Eating

Posted by Keiri on March 25th, 2005 filed in Uncategorized

As I change the way I eat, the more I find out why I ate the way I did. Habits are incredibly hard to break and reform in healthy ways. Especially when I dip incredibly low on the calories needed scale – all dieting is a form of slowly starving to death, literally. Less calories taken in than you need to live for the day, so you have to burn your own stores. It’s the trick of getting the body to burn that as opposed to just conserving and creating more stores of fat. When you starve yourself, as Browen likes to do, by not eating enough, your body starts storing more fat. When you eat just enough and speed up your metabolism by exercise and maybe certain vitamins, you lose weight and don’t create fat storage.

When I’m getting at is this. When I was growing up I really was the only friend I had. My neighborhood was, by all accounts, a privileged area and my parents taught me way too much kindness, ethics and selflessness to make friends who were looking for something to gain from their friendships, and nothing more. My parents were, at the time, unmedicated and mentally ill and my sister was (and occasionally still is) a huge bitch. I was also very hard on myself, and the only way I let me have any pleasure was by rewarding myself with food. For some reason, that was not out of bounds for me.

As I diet now, and manage to keep it up close to two weeks (longest diet I’ve done, ever) I have to stop myself from eating to reward me and make me feel good. It’s incredibly difficult. I thought about replacing the reward with something else, and I still might, but I haven’t figured out what yet. Instead, I have to change the way I think. I have changed a lot from that person who was never nice to me except by food, and I have people who love me as friends, my husband, and more. So the circumstances have changed but my behavior has not. Old habits die hard.. So now when I look at food that would not fit my diet, I think about how I am actually rewarding me by NOT eating it. Eventually, I would like to get down to my old size and maybe beat my diabetes. Sometimes my brain doesn’t believe it, but I think if I keep telling myself that it will work. I go into Starbucks instead of the bakery down the block because the walking is better for me (starbucks is further) and the food in the bakery makes me want to eat the world. Starbucks is tempting, but I found myself yesterday thinking “Oh my god I don’t want to blow it” FIRST instead of “Oh my god I want that peanut butter toffee stack.” and THEN not wanting to blow it. I was shocked – what a step in the right direction! What a great change! It means what I wanted MORE was not to blow it than wanting to please myself with the food! It was an improvement, a real change, so small but so significant.

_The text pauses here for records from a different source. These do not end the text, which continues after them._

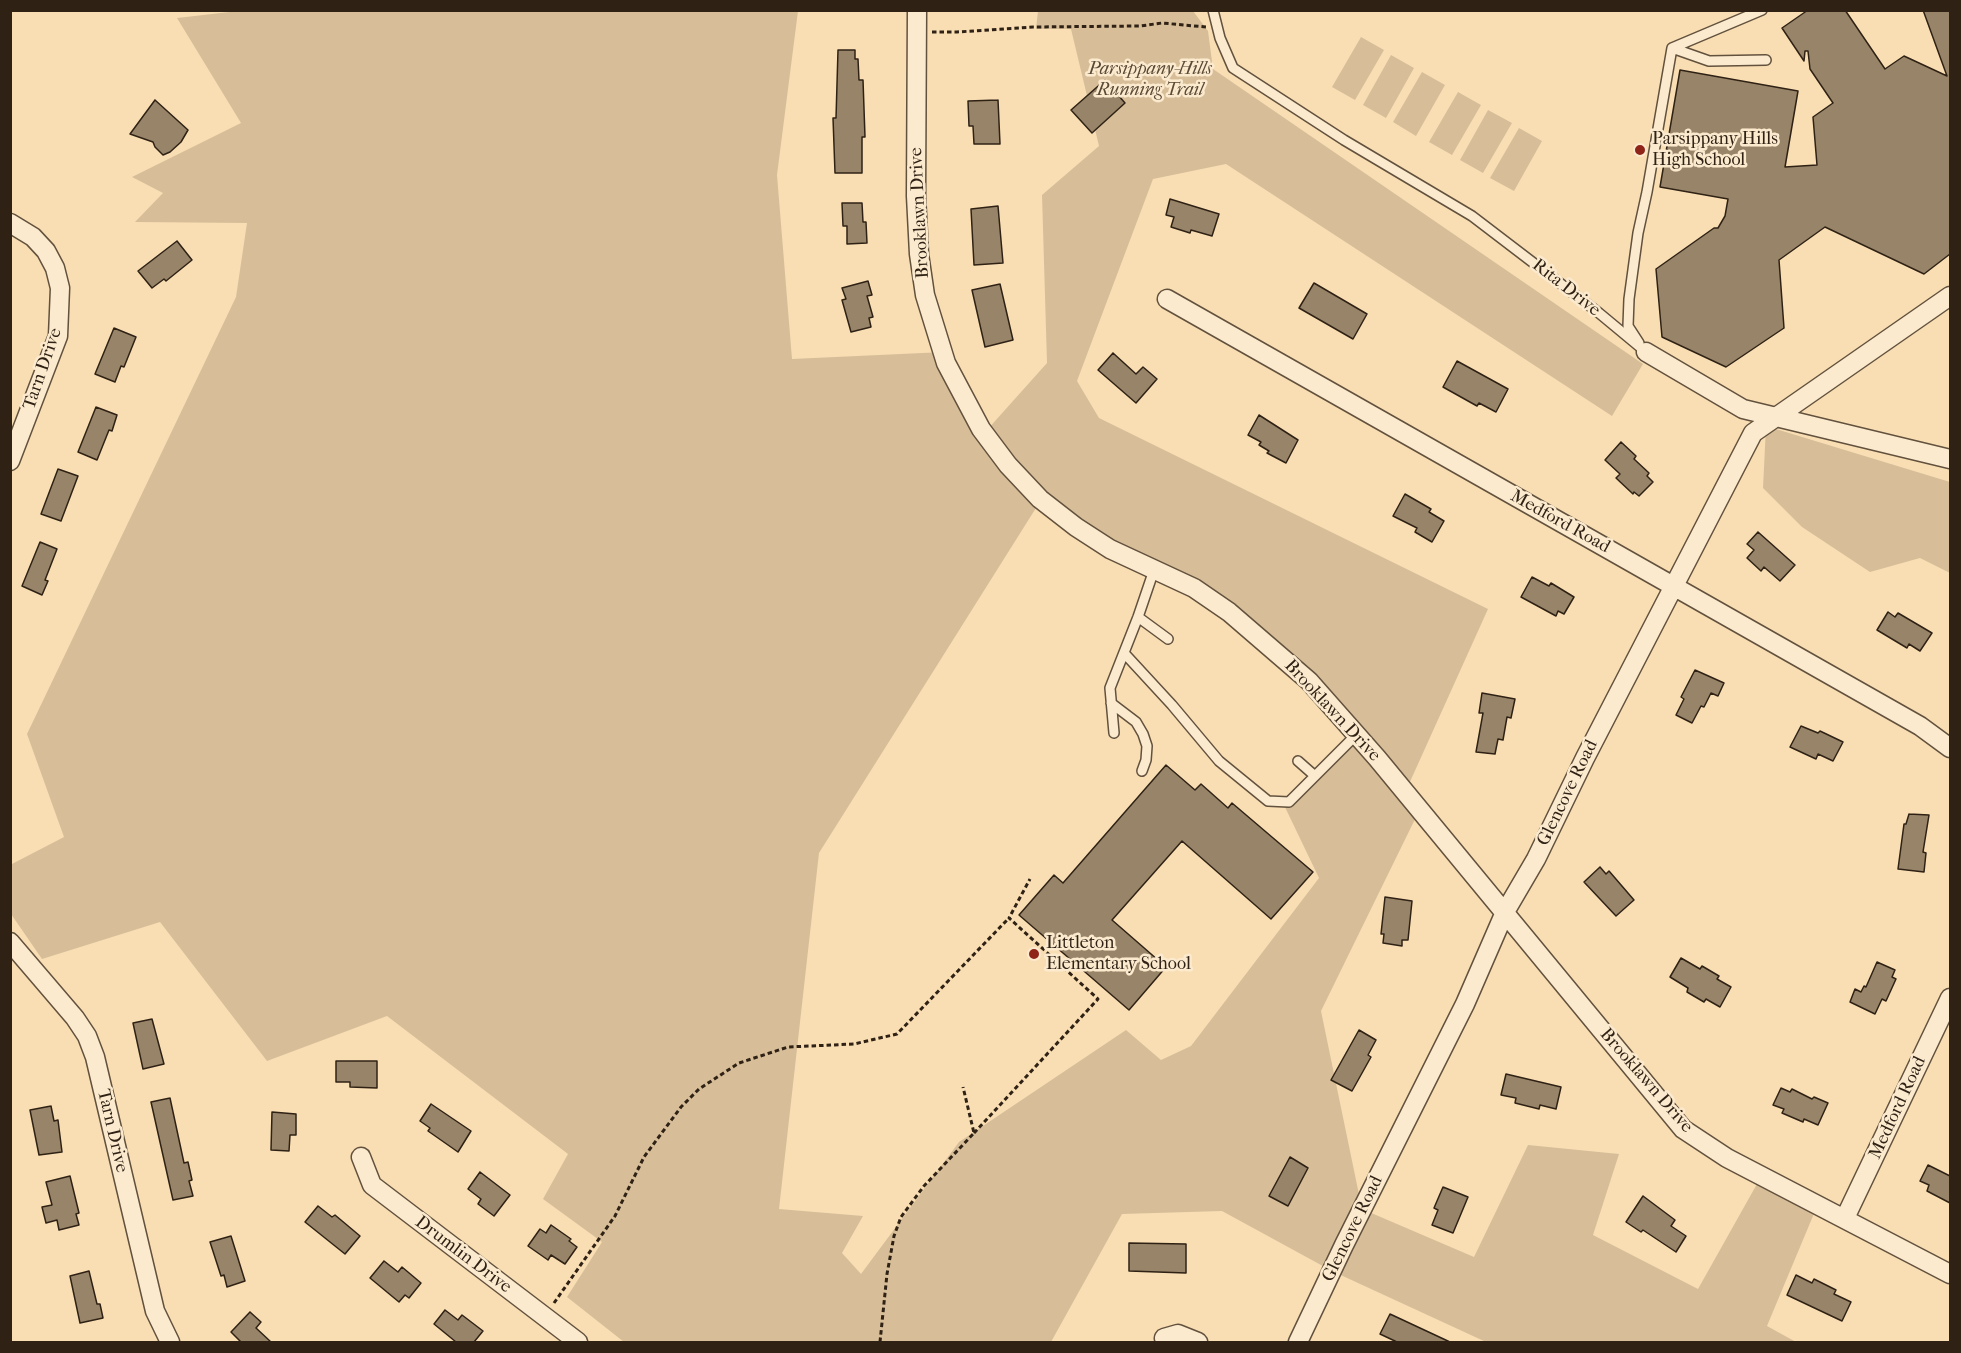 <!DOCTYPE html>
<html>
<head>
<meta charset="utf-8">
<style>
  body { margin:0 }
  #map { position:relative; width:1961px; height:1353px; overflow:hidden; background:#f9deb4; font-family:"IM FELL French Canon",serif }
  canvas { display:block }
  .frame { position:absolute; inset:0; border:12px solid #2f2215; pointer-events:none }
</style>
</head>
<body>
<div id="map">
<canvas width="1961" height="1353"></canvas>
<div class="frame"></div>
</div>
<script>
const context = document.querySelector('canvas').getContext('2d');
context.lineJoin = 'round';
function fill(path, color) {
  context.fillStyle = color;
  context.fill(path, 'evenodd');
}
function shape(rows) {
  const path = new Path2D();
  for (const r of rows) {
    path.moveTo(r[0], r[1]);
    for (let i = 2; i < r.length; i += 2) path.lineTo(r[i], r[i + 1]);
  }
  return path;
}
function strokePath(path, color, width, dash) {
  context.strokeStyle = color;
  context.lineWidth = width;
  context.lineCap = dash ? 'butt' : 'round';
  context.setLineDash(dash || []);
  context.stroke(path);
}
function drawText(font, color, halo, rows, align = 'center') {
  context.font = font + ' "IM FELL French Canon",serif';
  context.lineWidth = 5;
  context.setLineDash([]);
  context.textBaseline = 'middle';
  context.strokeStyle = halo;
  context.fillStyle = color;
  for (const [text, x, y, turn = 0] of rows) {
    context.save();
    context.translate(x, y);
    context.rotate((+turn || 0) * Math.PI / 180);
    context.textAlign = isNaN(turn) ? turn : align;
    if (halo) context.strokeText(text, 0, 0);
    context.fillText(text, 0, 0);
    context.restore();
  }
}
fill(shape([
  [247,10,798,11,777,175,792,359,944,352,987,430,1047,363,1042,195,1099,146,1071,29,1036,29,1038,11,1193,11,1208,31,1213,69,1643,364,1612,416,1226,164,1153,179,1077,381,1099,418,1488,609,1404,795,1419,811,1321,1011,1362,1209,1474,1257,1528,1145,1619,1154,1593,1235,1698,1289,1762,1175,1818,1204,1767,1326,1796,1342,1486,1342,1332,1271,1222,1211,1122,1214,1051,1342,624,1342,567,1297,602,1242,543,1199,568,1154,387,1016,267,1061,160,922,42,959,11,914,10,865,64,837,27,734,236,297,247,223,135,222,163,193,132,177,241,123,177,18],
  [1041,500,1259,632,1353,736,1283,803,1319,878,1191,1046,1161,1060,1126,1030,959,1142,861,1274,842,1253,863,1216,779,1209,819,853],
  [1361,37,1384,50,1355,100,1332,87],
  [1391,55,1414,68,1386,118,1363,105],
  [1422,72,1445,85,1416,136,1393,122],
  [1458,92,1481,105,1452,155,1429,142],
  [1488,110,1512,123,1483,173,1460,160],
  [1519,128,1542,141,1514,191,1490,178],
  [1766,426,1950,482,1950,573,1920,558,1870,572,1802,527,1763,488]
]), '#d7be99');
const building = shape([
  [1808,10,1845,10,1885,69,1904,56,1947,76,1923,10,1950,10,1950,254,1924,274,1825,227,1779,260,1784,328,1726,367,1662,337,1656,269,1714,228,1718,228,1725,216,1728,199,1660,187,1680,70,1798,91,1785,167,1817,165,1813,117,1833,103,1810,69,1808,51,1805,51,1804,61,1782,28,1808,10],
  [838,50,855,50,855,59,858,59,859,80,863,80,865,137,862,137,862,173,835,173,833,118,836,118,838,50],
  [1105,80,1125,103,1092,133,1071,110,1105,80],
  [155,100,188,130,181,142,170,152,163,155,155,147,153,142,130,134,155,100],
  [998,100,1000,144,974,144,973,126,969,126,968,101,998,100],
  [1170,199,1219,214,1212,236,1191,230,1190,233,1171,227,1174,217,1166,215,1170,199],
  [842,203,862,203,863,222,866,222,867,243,847,244,847,226,843,226,842,203],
  [998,206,1003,263,974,265,971,209,998,206],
  [177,241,192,260,166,281,164,279,152,288,138,271,177,241],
  [868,281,872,295,867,296,873,317,869,318,871,327,851,332,842,300,846,299,842,288,868,281],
  [1314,283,1367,314,1353,339,1299,308,1314,283],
  [1000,284,1013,340,985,347,972,290,1000,284],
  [114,328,136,337,124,367,121,366,115,382,95,374,114,328],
  [1113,353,1136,374,1143,367,1157,379,1136,403,1098,370,1113,353],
  [1457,361,1508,389,1496,412,1479,403,1477,406,1443,387,1457,361],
  [96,407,117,415,112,431,109,430,97,460,78,452,96,407],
  [1259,415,1298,440,1286,463,1267,453,1269,451,1259,445,1261,442,1248,435,1259,415],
  [1621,442,1636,456,1634,459,1649,473,1647,476,1653,482,1639,496,1634,492,1633,494,1616,478,1620,474,1605,460,1621,442],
  [58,469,78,476,61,521,41,514,58,469],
  [1405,494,1431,509,1429,512,1444,521,1432,542,1415,532,1417,528,1393,516,1405,494],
  [1758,532,1795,565,1780,581,1764,567,1761,571,1747,558,1754,550,1747,544,1758,532],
  [40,542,57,549,45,580,48,581,42,595,22,586,40,542],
  [1532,577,1549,586,1551,583,1574,597,1564,614,1558,611,1556,616,1521,597,1532,577],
  [1888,612,1895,617,1898,613,1932,633,1920,651,1909,644,1907,648,1877,630,1888,612],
  [1695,670,1724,683,1718,696,1711,693,1704,707,1701,706,1692,723,1676,715,1684,699,1681,697,1695,670],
  [1482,693,1515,699,1511,718,1507,717,1503,740,1498,739,1495,754,1476,752,1483,713,1479,713,1482,693],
  [1801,726,1818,733,1820,731,1843,742,1833,761,1818,754,1816,759,1790,747,1801,726],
  [1166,765,1195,790,1201,784,1228,808,1232,803,1313,872,1271,919,1182,841,1112,920,1166,967,1129,1010,1019,915,1054,875,1063,883,1166,765],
  [1909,814,1929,815,1923,852,1926,853,1924,872,1898,869,1904,824,1906,824,1909,814],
  [1600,867,1606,874,1609,871,1634,900,1616,916,1584,882,1600,867],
  [1385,897,1412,901,1408,940,1402,940,1402,946,1383,943,1384,934,1381,934,1385,897],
  [1681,958,1700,969,1702,966,1719,976,1717,979,1731,987,1720,1007,1706,999,1704,1002,1687,992,1688,988,1670,977,1681,958],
  [1877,962,1895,970,1892,977,1896,979,1886,1001,1882,999,1875,1014,1850,1002,1855,989,1861,992,1864,986,1866,987,1877,962],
  [152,1019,164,1064,143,1069,133,1023,152,1019],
  [1359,1030,1376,1040,1368,1055,1371,1057,1352,1091,1331,1080,1359,1030],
  [336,1061,377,1061,377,1088,350,1087,350,1082,336,1082,336,1061],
  [1506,1074,1561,1087,1556,1109,1540,1105,1539,1109,1515,1103,1516,1098,1501,1095,1506,1074],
  [1781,1088,1790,1092,1792,1089,1812,1099,1814,1097,1828,1103,1818,1125,1804,1119,1803,1122,1782,1113,1784,1109,1773,1105,1781,1088],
  [170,1098,184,1163,188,1162,192,1180,189,1181,193,1196,173,1200,151,1102,170,1098],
  [431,1104,471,1131,458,1152,428,1131,430,1128,420,1121,431,1104],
  [51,1106,54,1121,58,1120,62,1152,39,1155,30,1110,51,1106],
  [272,1112,296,1114,296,1135,290,1135,289,1151,271,1150,272,1112],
  [1290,1157,1308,1168,1288,1206,1269,1196,1290,1157],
  [1928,1165,1950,1176,1950,1203,1927,1191,1929,1185,1920,1181,1928,1165],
  [480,1172,510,1195,494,1216,478,1204,481,1199,468,1189,480,1172],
  [70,1176,79,1213,76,1214,79,1225,59,1230,57,1220,46,1223,42,1207,52,1205,46,1182,70,1176],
  [1443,1187,1468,1197,1453,1233,1432,1225,1438,1210,1434,1208,1443,1187],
  [1643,1196,1675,1220,1671,1226,1686,1236,1676,1252,1643,1230,1641,1232,1626,1222,1643,1196],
  [318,1206,332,1217,335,1215,360,1236,345,1254,305,1222,318,1206],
  [551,1225,571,1239,569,1241,577,1247,565,1264,551,1255,548,1260,528,1246,540,1229,546,1233,551,1225],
  [231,1236,245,1281,227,1287,224,1275,221,1276,210,1242,231,1236],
  [1129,1243,1186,1244,1186,1273,1129,1271,1129,1243],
  [384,1261,398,1272,402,1267,421,1283,409,1298,405,1295,399,1302,370,1278,384,1261],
  [89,1271,97,1304,100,1304,103,1318,80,1323,70,1276,89,1271],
  [1796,1275,1812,1283,1814,1279,1836,1290,1834,1294,1851,1302,1842,1321,1787,1295,1796,1275],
  [445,1310,458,1320,462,1315,483,1331,474,1342,456,1342,434,1324,445,1310],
  [250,1312,261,1322,256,1328,271,1342,241,1342,231,1332,250,1312],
  [1390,1314,1450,1342,1397,1342,1380,1334,1390,1314]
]);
fill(building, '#988468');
strokePath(building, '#2f2215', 1.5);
const service = shape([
  [1213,10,1220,38,1233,68,1344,140,1472,216,1599,313,1646,352],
  [1672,48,1709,61,1766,60],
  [1639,343,1628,326,1629,299,1638,233,1647,192,1672,48,1762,10],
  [1138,617,1168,639],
  [1125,654,1172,705,1219,761,1268,801,1289,802,1357,734],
  [1111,703,1136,722,1143,734,1147,746,1146,760,1142,771],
  [1114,733,1110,688,1138,617,1154,570],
  [1298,761,1315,776]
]);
const minor = shape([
  [917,10,916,196,919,254,925,295,946,363,981,429,1008,465,1040,499,1076,527,1110,549,1194,588,1229,612,1309,681,1377,758,1683,1129,1727,1158,1950,1274],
  [10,223,33,237,46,251,55,268,60,288,58,336,10,461],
  [1167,299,1920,726,1950,748],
  [1646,352,1743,409,1950,459],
  [10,942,75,1018,87,1036,95,1057,155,1311,170,1342],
  [361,1157,372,1185,578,1342],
  [1845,1218,1950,998],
  [1164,1338,1178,1334,1198,1342],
  [1298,1342,1344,1245,1465,1004,1505,912,1536,859,1585,758,1753,433,1950,296]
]);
strokePath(service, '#62513d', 12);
strokePath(minor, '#62513d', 21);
strokePath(shape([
  [932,32,957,32,1033,27,1140,26,1162,23,1206,27],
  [974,1133,1098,999,1009,918,1030,879],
  [554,1303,615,1216,644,1157,681,1107,699,1089,739,1063,788,1047,854,1044,897,1034,1009,918],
  [880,1342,887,1274,894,1236,901,1217,924,1186,974,1133,963,1087]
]), '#2f2215', 3, [4.5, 3]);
strokePath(service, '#fbeace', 9);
strokePath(minor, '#fbeace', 18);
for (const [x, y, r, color] of [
  [1640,150,6,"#8f2418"],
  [1034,954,6,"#8f2418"]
]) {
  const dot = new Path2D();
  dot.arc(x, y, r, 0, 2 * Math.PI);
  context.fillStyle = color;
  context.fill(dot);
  strokePath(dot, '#fbeace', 2);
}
drawText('italic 18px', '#594936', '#fbeace', [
  ["Parsippany-Hills",1150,70],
  ["Running Trail",1150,91]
]);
drawText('18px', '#2f2215', '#fbeace', [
  ["Parsippany Hills",1652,140],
  ["High School",1652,161],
  ["Littleton",1046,944],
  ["Elementary School",1046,965]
], 'left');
drawText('18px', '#2f2215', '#fbeace', [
  ["Brooklawn Drive",920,213,-93],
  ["Rita Drive",1566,288,38],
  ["Tarn Drive",43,369,-71],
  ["Medford Road",1560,522,29],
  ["Brooklawn Drive",1332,711,47],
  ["Glencove Road",1568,793,-64],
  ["Brooklawn Drive",1646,1081,49],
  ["Medford Road",1898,1108,-65],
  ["Tarn Drive",112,1131,77],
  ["Glencove Road",1353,1229,-64],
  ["Drumlin Drive",463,1255,37]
]);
</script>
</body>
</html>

That night I had banana tempura for dessert. I really thought about it first. I knew what I had eaten all day, made the calculation and decided that I wanted to try it – just once – and that would be enough for me. It wasn’t bargaining with myself, it was a rational decision and I don’t regret it. My point is, the way I think about food is changing. When I read people say that I thought they looked at the food differently, like the food itself had some innate change to it. Maybe they did mean that, but for me, it’s about MY INTERACTION with the food. So it’s more on my end than on the food’s end.

Or maybe I’m just writing this all cuz I just had a chicken spinach salad and I’m absolutely ravenous and can’t do anything about it. Go metabolism! churn little metabolism, churn!


One Response to “Eating”

  1. Kitsune Says:

    My goodness eating right is hard. A while back when I was still teaching, the only places close for food was a bakery, a supermarket, a convinience store, and McDonalds. I got to the point where I was eating McD or prepaged sandwiches almost every day. I just started getting sick. Then, one day, I just looked at the “burger” and I just couldn’t eat it. It just wasn’t food! It filled me, but it made me sickish and sleepy. So, I stopped. I haven’t had a single McDonalds hamburger in almost 2 years. (It will be two in July.)

    A few months ago I did away with pre-packaged convinience store foods (sandwiches and the like) and I am willingly replacing meat with vegtables and fruits. I never thought I would pass up meat for vegtables! I had the same moment, the “I was shocked – what a step in the right direction!” moment, the other day when I looked in the fridge for some food… and made a salad! And kids say old people aren’t cool! Pffft.

    Keep it up! The pebbles will start the landslide!